→ **PROBLEM TO SOLVE**: Transcribe the records below exactly as written, from the opening line through the line that contains "flex:none; width:55px; height:55px;".

------ DATASET CONTENT ------

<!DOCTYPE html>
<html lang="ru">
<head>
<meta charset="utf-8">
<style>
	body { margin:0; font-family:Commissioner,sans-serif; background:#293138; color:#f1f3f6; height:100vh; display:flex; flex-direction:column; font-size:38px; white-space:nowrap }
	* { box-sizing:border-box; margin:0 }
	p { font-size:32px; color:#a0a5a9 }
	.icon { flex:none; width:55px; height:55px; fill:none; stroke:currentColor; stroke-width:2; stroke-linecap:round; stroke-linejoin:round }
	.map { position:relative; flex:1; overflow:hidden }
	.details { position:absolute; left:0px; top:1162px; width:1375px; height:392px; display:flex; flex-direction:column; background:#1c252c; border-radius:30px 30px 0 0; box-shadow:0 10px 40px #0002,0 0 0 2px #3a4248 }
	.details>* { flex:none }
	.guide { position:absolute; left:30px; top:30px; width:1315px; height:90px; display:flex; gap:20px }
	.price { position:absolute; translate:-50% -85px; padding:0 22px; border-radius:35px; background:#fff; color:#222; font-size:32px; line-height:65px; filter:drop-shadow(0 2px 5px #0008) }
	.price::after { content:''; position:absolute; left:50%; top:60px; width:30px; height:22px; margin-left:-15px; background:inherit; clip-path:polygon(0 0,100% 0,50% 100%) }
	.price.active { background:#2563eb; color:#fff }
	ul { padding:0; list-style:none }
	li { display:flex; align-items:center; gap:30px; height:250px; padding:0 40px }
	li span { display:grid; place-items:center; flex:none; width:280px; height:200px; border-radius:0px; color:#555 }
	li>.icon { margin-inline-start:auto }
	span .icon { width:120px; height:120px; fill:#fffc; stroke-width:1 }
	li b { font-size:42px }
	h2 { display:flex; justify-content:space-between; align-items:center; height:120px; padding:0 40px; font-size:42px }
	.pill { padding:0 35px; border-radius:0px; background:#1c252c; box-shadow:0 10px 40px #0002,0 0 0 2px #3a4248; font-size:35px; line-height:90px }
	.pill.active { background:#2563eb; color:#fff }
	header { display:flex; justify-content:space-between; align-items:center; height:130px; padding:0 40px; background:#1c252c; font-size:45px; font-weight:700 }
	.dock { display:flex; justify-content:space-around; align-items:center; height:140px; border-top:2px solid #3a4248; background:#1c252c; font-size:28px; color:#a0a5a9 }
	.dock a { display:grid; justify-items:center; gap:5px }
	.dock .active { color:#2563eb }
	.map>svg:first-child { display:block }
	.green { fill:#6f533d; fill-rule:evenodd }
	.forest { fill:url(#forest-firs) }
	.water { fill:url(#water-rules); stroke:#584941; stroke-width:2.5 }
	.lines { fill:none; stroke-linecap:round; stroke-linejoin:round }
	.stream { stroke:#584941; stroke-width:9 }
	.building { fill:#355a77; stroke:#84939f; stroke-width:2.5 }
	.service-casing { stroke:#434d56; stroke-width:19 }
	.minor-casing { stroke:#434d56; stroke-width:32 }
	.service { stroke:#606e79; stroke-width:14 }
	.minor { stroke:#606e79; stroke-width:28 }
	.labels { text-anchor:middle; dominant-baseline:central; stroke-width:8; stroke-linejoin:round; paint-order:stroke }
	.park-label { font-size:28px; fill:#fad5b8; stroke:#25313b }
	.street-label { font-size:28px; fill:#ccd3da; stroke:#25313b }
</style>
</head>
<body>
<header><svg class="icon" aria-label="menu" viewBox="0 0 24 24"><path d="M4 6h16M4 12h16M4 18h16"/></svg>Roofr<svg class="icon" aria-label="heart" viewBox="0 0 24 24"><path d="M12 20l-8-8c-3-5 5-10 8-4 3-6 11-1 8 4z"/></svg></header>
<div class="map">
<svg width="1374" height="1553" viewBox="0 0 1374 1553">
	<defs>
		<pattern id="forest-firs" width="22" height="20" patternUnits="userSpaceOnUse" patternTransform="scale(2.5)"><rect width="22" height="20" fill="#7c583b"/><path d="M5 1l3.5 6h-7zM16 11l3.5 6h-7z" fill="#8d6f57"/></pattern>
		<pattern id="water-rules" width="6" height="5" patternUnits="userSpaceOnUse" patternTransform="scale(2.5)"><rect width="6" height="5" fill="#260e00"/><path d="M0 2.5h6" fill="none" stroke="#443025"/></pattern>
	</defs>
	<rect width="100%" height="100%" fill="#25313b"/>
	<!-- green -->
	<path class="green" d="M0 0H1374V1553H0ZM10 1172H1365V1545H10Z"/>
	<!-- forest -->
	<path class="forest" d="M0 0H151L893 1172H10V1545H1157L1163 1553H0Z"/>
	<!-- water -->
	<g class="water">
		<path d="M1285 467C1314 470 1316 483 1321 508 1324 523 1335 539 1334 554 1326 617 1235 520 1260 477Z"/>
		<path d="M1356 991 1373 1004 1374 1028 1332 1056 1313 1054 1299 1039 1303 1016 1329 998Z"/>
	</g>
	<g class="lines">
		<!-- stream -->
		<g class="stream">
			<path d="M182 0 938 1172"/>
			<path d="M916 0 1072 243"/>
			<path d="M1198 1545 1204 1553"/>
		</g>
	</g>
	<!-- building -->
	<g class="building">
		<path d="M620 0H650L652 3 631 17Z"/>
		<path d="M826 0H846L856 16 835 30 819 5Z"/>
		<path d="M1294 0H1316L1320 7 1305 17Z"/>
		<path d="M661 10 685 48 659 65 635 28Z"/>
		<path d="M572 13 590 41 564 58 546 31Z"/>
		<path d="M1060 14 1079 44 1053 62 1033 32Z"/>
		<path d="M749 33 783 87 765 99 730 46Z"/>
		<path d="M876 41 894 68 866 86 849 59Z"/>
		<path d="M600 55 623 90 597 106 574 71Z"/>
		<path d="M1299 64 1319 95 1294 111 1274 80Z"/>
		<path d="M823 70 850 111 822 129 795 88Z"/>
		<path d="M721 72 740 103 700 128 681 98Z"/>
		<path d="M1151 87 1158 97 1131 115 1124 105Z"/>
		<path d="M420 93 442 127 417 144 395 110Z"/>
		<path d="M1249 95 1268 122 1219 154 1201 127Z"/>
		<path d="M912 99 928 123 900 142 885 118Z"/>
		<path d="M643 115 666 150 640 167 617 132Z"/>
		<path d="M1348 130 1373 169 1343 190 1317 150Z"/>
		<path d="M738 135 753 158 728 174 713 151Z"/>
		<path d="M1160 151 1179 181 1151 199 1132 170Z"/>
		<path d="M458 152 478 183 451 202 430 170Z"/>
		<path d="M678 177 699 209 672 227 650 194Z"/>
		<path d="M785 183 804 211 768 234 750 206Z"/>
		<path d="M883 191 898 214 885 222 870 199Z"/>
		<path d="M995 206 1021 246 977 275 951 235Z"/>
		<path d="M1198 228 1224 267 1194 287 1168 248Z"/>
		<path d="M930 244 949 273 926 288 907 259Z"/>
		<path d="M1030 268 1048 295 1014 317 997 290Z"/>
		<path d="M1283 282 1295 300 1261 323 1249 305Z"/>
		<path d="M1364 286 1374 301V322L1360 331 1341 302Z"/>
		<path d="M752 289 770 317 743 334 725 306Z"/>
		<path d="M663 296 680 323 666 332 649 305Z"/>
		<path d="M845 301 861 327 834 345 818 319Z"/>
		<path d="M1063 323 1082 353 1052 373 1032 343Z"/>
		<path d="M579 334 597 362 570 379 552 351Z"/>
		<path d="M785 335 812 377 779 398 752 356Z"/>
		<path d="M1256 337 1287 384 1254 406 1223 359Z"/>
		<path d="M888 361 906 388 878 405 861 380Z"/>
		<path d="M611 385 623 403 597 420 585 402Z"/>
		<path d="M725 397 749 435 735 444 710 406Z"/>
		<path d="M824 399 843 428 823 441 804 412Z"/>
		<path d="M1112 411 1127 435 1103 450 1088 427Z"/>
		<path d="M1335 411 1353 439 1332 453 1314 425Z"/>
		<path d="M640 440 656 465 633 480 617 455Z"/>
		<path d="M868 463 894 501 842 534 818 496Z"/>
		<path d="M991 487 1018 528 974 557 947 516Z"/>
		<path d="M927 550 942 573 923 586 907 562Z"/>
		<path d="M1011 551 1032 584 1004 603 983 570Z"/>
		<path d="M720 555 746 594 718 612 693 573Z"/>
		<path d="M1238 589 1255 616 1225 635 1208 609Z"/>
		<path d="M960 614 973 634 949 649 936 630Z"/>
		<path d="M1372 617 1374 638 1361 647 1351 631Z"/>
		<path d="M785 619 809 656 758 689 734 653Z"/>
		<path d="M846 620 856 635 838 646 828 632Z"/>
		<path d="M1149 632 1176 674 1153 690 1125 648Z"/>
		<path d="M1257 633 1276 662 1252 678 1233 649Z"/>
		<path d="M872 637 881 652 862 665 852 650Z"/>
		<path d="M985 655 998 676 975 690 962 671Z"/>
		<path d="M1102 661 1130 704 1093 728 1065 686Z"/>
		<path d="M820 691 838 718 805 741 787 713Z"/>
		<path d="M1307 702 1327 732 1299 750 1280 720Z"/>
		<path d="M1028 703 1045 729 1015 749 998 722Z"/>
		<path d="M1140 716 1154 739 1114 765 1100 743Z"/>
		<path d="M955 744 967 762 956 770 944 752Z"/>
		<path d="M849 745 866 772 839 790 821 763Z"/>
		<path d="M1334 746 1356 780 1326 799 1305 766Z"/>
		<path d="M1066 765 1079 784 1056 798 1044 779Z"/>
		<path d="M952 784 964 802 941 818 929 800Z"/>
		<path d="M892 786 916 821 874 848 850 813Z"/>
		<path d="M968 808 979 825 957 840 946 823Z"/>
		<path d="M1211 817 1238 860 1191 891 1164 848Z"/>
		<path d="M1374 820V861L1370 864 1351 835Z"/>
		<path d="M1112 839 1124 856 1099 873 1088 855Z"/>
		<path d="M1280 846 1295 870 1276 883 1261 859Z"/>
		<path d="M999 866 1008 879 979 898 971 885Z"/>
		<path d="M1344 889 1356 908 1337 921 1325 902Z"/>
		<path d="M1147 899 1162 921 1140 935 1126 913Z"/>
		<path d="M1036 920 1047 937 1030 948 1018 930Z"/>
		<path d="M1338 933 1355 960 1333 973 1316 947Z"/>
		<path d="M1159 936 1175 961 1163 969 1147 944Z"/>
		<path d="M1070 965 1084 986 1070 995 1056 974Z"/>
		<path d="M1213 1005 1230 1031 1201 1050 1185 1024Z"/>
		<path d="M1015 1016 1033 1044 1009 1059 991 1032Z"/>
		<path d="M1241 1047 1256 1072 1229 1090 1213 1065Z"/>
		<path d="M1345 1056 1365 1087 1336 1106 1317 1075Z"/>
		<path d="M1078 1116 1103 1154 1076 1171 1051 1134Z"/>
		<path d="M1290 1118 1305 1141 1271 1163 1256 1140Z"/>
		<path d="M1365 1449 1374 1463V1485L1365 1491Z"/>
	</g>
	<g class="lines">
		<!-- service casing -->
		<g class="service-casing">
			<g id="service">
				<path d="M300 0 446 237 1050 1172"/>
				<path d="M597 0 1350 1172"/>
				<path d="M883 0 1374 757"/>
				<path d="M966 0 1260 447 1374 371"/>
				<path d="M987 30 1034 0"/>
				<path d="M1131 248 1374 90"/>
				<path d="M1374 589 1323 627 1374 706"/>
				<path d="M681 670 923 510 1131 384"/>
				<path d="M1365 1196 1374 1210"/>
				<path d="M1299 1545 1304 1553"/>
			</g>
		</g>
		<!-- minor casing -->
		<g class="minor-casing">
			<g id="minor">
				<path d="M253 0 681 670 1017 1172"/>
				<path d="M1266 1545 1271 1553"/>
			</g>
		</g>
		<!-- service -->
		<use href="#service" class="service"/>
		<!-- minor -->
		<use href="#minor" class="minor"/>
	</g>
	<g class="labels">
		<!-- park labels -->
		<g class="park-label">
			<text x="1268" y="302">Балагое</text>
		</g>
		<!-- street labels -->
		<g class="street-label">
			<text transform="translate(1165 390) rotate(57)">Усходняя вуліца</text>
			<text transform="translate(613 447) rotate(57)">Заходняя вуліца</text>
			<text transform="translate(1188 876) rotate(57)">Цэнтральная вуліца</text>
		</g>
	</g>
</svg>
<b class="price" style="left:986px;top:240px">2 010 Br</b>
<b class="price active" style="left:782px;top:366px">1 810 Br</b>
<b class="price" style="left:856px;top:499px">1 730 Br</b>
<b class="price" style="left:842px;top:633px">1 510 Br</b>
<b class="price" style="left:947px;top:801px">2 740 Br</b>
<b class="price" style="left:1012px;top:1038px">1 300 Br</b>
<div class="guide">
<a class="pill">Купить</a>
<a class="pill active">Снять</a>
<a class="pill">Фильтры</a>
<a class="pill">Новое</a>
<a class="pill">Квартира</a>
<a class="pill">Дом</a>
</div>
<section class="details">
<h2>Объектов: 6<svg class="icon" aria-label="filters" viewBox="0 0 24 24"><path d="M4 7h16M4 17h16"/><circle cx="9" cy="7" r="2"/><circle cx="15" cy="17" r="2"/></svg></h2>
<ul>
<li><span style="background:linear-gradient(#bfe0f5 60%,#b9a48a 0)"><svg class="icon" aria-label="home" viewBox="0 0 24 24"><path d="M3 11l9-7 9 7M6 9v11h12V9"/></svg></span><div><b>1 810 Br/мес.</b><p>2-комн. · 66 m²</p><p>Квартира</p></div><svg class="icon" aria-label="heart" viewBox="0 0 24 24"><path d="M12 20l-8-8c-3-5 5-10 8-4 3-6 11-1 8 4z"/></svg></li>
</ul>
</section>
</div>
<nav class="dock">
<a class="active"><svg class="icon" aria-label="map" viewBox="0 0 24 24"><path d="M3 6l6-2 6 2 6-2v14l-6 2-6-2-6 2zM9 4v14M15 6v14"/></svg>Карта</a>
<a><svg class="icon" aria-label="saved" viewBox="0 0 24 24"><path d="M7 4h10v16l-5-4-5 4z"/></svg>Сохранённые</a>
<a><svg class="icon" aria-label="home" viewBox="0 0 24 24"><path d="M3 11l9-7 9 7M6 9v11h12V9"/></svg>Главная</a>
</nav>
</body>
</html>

------

→ **TASK RESULT**:
<!DOCTYPE html>
<html lang="ru">
<head>
<meta charset="utf-8">
<style>
	body { margin:0; font-family:Commissioner,sans-serif; background:#293138; color:#f1f3f6; height:100vh; display:flex; flex-direction:column; font-size:38px; white-space:nowrap }
	* { box-sizing:border-box; margin:0 }
	p { font-size:32px; color:#a0a5a9 }
	.icon { flex:none; width:55px; height:55px; fill:none; stroke:currentColor; stroke-width:2; stroke-linecap:round; stroke-linejoin:round }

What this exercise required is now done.